### Aim of the exercise
What is the number of lines below that include "Satafi"? Give that number alone.

[Records provided — start]

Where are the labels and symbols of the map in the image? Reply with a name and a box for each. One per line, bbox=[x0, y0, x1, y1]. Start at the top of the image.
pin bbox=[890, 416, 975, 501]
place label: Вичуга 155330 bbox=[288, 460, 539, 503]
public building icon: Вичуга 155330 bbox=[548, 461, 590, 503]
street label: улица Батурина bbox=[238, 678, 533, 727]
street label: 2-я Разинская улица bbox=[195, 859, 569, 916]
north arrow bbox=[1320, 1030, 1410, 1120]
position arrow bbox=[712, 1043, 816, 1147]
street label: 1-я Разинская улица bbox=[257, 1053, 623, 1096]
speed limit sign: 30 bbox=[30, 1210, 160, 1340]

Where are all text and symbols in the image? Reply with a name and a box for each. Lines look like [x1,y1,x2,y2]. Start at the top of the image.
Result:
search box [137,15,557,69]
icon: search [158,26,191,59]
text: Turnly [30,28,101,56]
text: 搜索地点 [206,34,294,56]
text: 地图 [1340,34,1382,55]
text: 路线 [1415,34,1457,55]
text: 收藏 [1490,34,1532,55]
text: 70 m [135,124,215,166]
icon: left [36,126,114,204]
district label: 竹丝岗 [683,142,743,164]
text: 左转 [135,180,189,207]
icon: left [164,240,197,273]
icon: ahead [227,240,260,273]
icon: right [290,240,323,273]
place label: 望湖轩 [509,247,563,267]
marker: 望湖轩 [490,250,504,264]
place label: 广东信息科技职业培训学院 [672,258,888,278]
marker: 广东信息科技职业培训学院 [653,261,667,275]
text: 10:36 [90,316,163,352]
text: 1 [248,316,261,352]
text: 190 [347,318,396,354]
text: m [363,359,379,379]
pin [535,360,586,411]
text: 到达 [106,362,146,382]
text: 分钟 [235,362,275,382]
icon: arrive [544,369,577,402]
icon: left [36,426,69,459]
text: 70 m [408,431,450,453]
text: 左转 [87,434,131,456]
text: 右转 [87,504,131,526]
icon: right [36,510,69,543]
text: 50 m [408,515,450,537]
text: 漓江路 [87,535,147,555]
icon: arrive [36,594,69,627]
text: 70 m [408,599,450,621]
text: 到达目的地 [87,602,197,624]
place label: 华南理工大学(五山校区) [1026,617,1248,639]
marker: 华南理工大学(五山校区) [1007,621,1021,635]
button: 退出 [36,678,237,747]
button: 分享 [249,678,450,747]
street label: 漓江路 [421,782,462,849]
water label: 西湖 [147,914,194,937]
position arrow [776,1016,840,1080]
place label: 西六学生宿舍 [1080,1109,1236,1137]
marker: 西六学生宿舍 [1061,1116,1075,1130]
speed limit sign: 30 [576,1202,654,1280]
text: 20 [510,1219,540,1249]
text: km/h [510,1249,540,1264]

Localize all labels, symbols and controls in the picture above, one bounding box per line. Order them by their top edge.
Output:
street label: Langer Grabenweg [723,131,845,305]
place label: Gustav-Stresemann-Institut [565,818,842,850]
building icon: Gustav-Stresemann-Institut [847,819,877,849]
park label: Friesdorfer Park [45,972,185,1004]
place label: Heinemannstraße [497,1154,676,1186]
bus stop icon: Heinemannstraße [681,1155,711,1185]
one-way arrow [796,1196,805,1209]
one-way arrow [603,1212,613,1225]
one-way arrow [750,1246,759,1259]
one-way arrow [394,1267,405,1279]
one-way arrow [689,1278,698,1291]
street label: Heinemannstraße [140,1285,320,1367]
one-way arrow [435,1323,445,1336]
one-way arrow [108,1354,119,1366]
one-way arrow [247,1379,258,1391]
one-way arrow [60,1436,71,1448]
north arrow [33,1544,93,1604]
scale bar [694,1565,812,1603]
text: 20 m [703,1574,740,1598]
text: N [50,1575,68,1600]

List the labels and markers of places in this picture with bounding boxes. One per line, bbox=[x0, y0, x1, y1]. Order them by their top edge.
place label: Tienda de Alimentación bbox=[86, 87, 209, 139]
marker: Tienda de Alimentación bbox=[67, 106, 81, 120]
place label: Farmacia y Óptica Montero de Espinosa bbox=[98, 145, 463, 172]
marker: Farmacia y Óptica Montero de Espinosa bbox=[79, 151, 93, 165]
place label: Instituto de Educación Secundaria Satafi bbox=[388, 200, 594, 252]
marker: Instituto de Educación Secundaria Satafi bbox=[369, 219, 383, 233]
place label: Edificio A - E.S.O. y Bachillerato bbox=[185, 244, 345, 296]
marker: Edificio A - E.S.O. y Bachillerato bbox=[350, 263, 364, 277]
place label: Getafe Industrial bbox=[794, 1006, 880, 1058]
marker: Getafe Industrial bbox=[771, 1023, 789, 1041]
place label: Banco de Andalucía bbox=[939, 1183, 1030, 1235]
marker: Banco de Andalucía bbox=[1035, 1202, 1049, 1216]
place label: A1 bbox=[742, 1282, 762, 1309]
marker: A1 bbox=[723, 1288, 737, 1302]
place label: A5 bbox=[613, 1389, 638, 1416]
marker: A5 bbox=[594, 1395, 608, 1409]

[Records provided — finish]

### Answer to this exercise
2